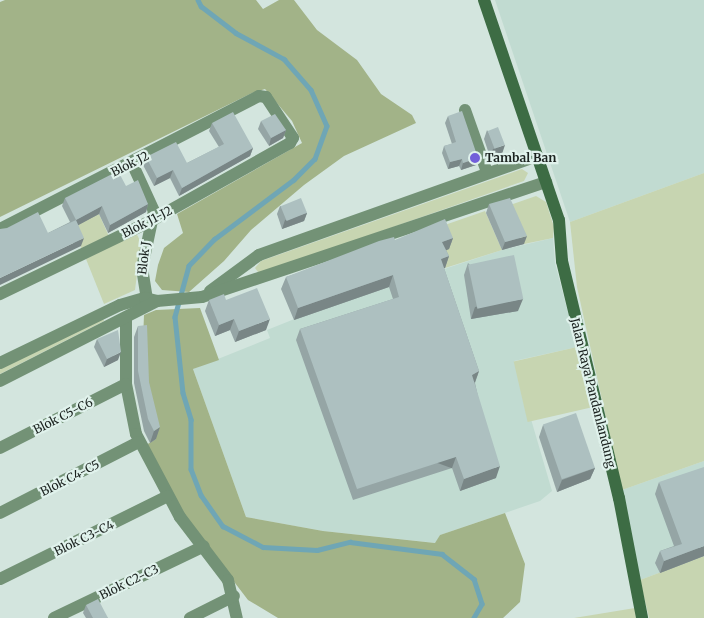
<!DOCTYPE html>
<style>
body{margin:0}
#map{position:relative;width:704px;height:618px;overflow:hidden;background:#d3e5de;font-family:Merriweather,serif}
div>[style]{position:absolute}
.built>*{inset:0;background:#c1dbd1}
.green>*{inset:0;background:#c7d5b1;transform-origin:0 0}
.forest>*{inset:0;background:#a2b388}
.stream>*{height:4.5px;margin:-2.25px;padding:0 2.25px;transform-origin:2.25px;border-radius:2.25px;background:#6fa6b5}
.street>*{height:12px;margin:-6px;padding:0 6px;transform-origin:6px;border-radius:6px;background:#739276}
.secondary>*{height:12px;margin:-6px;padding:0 6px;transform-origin:6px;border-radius:6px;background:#3d6c44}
.wall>*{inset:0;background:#95a5a5}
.shaded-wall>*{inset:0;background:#798686;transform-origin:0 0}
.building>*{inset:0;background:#adc0c0;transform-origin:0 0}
.dots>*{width:14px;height:14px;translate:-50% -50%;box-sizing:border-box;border:2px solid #e0f2ec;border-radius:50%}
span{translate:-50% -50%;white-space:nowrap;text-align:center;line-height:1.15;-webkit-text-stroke:4.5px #e0f2ec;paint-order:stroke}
.poi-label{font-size:12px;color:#1b221f;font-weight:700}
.left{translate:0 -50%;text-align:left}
.street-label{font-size:12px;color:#1b221f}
</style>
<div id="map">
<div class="built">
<div style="clip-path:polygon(495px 0,704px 0,704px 173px,570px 222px)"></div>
<div style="clip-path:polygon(553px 238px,555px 263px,577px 347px,514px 361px,552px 491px,540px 501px,440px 535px,436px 543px,323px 531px,246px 517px,193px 369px,270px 338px,267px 330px,307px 314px,502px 250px)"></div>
<div style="clip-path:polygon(704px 461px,704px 556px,640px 580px,622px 490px)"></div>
</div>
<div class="green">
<div style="clip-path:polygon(522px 169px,528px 173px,524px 181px,265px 272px,258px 272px,255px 268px,261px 261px)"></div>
<div style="clip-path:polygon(704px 173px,704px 461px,622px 490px,577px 287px,570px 222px)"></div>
<div style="clip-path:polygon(536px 196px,546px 202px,554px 227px,553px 238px,524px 244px,507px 206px)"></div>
<div style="clip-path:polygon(485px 211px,502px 250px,445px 268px,438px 254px,439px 227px)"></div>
<div style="left:99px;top:214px;width:24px;height:30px;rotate:66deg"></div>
<div style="clip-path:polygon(136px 233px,141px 242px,135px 290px,104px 304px,86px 259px)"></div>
<div style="clip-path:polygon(103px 318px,104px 321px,0 374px,0 368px)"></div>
<div style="left:577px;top:347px;width:62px;height:65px;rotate:77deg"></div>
<div style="clip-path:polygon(704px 556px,704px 618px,649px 618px,640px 580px)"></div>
<div style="clip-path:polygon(635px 608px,636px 618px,574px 618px)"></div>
</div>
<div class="forest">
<div style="clip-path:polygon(5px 0,256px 0,263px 9px,279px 0,294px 0,317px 30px,357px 60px,381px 94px,412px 115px,416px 123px,344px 156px,304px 185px,251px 230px,224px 261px,189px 292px,162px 290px,155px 281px,158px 265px,164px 248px,183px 233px,177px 214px,302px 143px,292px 121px,265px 89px,252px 93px,0 217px,0 2px)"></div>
<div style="clip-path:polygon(200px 308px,219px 360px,193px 369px,246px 517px,323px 531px,435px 543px,440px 535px,505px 513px,525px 564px,520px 602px,503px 618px,278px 618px,248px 600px,186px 519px,146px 445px,156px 439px,142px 366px,144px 315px,156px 310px)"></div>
</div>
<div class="stream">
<div style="left:198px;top:0;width:7px;rotate:63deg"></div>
<div style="left:201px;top:6px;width:44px;rotate:37.6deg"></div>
<div style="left:236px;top:33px;width:55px;rotate:28.4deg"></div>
<div style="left:284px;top:59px;width:41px;rotate:48.9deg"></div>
<div style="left:311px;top:90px;width:39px;rotate:66deg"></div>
<div style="left:327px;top:126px;width:35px;rotate:110deg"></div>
<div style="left:315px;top:159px;width:30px;rotate:135deg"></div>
<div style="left:294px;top:180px;width:99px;rotate:143.2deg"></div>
<div style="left:215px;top:239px;width:37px;rotate:134deg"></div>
<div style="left:189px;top:266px;width:53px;rotate:105.4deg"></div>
<div style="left:175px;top:317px;width:76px;rotate:84deg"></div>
<div style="left:183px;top:393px;width:28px;rotate:73deg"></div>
<div style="left:191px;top:420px;width:49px;rotate:90deg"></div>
<div style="left:191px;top:469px;width:28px;rotate:69deg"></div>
<div style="left:201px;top:495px;width:38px;rotate:55deg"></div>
<div style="left:223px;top:526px;width:45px;rotate:27.7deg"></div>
<div style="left:263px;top:547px;width:54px;rotate:3.2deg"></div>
<div style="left:317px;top:550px;width:34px;rotate:-14deg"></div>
<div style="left:350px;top:542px;width:93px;rotate:7.4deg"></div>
<div style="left:442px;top:554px;width:41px;rotate:38deg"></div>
<div style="left:474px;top:579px;width:26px;rotate:72deg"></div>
<div style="left:482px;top:604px;width:16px;rotate:120deg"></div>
</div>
<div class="street">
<div style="left:465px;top:110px;width:66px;rotate:70.5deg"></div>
<div style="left:132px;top:163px;width:53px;rotate:65.4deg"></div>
<div style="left:154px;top:211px;width:58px;rotate:101.9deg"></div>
<div style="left:142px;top:268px;width:36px;rotate:81deg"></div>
<div style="left:0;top:229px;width:291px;rotate:-27.2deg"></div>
<div style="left:259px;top:96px;width:7px;rotate:8deg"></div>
<div style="left:266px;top:97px;width:49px;rotate:56.6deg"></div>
<div style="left:293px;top:138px;width:6px;rotate:121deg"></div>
<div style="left:290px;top:143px;width:159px;rotate:150.7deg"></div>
<div style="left:151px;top:221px;width:168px;rotate:154.2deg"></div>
<div style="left:210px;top:291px;width:61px;rotate:-36.3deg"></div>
<div style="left:259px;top:255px;width:295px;rotate:-19.6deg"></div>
<div style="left:126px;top:318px;width:66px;rotate:90deg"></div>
<div style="left:126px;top:384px;width:51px;rotate:78.7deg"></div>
<div style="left:136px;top:434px;width:94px;rotate:62.1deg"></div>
<div style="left:180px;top:517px;width:79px;rotate:52.7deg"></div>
<div style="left:228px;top:580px;width:39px;rotate:77deg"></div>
<div style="left:0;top:363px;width:133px;rotate:-25.8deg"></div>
<div style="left:120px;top:305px;width:26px;rotate:-16deg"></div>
<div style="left:145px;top:298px;width:12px;rotate:14deg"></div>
<div style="left:157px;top:301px;width:45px;rotate:-5.1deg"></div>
<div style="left:202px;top:297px;width:363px;rotate:-18.5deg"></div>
<div style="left:0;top:381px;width:176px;rotate:-27deg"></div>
<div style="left:0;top:448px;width:141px;rotate:-26.9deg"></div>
<div style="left:0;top:513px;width:156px;rotate:-27.1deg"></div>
<div style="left:0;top:579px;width:187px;rotate:-26.3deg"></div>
<div style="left:54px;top:618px;width:166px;rotate:-25.6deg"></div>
<div style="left:190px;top:618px;width:49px;rotate:-26.6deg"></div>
</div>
<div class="secondary">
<div style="left:484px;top:0;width:232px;rotate:71.2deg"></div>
<div style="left:559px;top:220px;width:41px;rotate:85.8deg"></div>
<div style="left:562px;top:261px;width:244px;rotate:76.5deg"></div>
<div style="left:619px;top:498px;width:122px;rotate:79.1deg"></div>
</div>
<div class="wall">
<div style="clip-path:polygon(448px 116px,478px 158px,476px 165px,461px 170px,459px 166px,448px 169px,442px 153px,444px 146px,452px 144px,445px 123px)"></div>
<div style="clip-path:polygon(261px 121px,286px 130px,283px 138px,269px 146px,258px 129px)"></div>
<div style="clip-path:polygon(212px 123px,253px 148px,250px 156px,179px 196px,170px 178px,154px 186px,143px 165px,146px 157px,187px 163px,219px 147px,209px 131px)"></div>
<div style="clip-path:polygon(487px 130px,502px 154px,490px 157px,484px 139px)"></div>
<div style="clip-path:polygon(126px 186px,148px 204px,146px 212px,108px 233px,99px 214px,78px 225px,81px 246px,48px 233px,70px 222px,62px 206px,65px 198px)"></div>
<div style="clip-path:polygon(489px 204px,524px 244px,502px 250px,486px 213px)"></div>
<div style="clip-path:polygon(280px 206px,307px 213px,304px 221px,282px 229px,277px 214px)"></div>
<div style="clip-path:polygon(453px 238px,449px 249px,446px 250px,449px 256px,445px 268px,444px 268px,479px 371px,475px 383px,496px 478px,460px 491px,452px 468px,353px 500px,296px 340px,300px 329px,393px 299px,389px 287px,294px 320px,281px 289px,286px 277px,395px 240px)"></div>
<div style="clip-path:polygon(468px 263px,518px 311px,471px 319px,464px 275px)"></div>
<div style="clip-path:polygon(209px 300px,226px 300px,266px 330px,235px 342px,230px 330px,215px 336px,205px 311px)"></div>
<div style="clip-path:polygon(138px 326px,149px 382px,156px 439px,150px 443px,144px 431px,134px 383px,134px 337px)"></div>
<div style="clip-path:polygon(97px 339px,118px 360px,104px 367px,94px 347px)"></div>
<div style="clip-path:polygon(543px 425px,595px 468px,590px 479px,557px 492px,539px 437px)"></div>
<div style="clip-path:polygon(659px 482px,704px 556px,660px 573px,655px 563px,660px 551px,674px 546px,655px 494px)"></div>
<div style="clip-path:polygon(86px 605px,108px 618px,86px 618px,83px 613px)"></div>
</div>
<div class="shaded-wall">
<div style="clip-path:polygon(286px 130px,283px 138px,269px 146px,271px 138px)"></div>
<div style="clip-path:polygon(505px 145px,502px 154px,490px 157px,493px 149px)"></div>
<div style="clip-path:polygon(253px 148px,250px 156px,179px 196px,182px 188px)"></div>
<div style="clip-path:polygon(478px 158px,476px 165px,461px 170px,463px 163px)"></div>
<div style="clip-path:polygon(462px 159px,459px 166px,448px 169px,450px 162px)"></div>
<div style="clip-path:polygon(173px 170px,170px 178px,154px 186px,157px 178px)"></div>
<div style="clip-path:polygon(148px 204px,146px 212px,108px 233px,110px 225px)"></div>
<div style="clip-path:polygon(102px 206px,99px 214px,73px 228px,76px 220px)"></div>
<div style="clip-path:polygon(307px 213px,304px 221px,282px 229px,285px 220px)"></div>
<div style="clip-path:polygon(527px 236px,524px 244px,502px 250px,505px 242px)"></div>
<div style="clip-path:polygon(84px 238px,81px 246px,0 285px,0 278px)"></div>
<div style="clip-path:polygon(453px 238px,449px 249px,438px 254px,442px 242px)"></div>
<div style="clip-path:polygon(449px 256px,445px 268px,437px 271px,441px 259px)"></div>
<div style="clip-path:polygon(393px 275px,389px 287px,294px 320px,298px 308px)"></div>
<div style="clip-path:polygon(523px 299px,518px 311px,471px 319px,475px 307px)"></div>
<div style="clip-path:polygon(234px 319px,230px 330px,215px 336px,219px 325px)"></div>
<div style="clip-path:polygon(270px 319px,266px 330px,235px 342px,239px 331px)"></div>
<div style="clip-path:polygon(121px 352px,118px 360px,104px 367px,107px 359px)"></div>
<div style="clip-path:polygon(479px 371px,475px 382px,468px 386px,472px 375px)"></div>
<div style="clip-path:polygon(160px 427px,156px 439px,150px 443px,154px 431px)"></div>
<div style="left:456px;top:457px;width:12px;height:104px;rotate:110deg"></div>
<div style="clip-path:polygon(500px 466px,496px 478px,460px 491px,464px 479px)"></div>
<div style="clip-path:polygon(595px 468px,590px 479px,557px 492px,562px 480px)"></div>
<div style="clip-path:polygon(704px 546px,704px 556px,660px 573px,664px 561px)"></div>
</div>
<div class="building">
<div style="clip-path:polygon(462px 111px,478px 158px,463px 163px,462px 159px,450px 162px,444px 146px,456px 142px,448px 116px)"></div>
<div style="clip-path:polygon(233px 112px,253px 148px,182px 188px,173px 170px,157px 178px,146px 157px,176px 142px,187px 163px,224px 144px,212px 123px)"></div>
<div style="clip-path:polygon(275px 114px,286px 130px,271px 138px,261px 121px)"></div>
<div style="left:498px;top:127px;width:19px;height:11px;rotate:69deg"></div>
<div style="clip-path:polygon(118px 171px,126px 186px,138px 180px,148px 204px,110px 225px,102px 206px,76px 220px,65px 198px)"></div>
<div style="left:301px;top:198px;width:16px;height:22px;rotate:68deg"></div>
<div style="clip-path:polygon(510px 198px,527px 236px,505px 242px,489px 204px)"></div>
<div style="clip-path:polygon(38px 212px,48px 233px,76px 220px,84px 238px,0 278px,0 229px,7px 228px)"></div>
<div style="clip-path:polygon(445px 219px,453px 238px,442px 242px,449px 256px,441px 259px,479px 371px,472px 375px,500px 466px,464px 479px,456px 457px,357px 489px,300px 329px,399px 297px,393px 275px,298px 308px,286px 277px,379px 241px,394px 237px,395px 240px)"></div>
<div style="left:514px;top:255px;width:45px;height:47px;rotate:78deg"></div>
<div style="clip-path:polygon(257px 288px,270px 319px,239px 331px,234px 319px,219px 325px,209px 300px,224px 294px,226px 300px)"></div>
<div style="clip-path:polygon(147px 325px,149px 382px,160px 427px,154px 431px,148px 419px,138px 371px,138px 326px)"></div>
<div style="clip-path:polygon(118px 330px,121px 352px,107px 359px,97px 339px)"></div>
<div style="left:576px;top:413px;width:58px;height:35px;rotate:71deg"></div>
<div style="clip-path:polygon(704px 467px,704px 546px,664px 561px,660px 551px,682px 544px,659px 482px)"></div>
<div style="clip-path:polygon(98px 599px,108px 618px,93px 618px,86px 605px)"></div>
</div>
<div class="dots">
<div style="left:475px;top:158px;background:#725fd9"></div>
</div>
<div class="poi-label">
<span class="left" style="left:485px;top:158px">Tambal Ban</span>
</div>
<div class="street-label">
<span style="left:130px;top:164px;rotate:-27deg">Blok J2</span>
<span style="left:147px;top:222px;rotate:-27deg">Blok J1-J2</span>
<span style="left:144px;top:258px;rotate:-83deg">Blok J</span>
<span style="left:593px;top:393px;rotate:76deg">Jalan Raya Pandanlandung</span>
<span style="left:63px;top:416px;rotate:-27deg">Blok C5-C6</span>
<span style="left:70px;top:478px;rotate:-27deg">Blok C4-C5</span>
<span style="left:84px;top:538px;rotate:-26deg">Blok C3-C4</span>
<span style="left:129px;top:582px;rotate:-26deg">Blok C2-C3</span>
</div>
</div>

- - -

▸ DESCRIPTION OF THE TASK
Give the count of lines in the records above that hold the string "shaded", and only that count.

▸ OUTPUT
2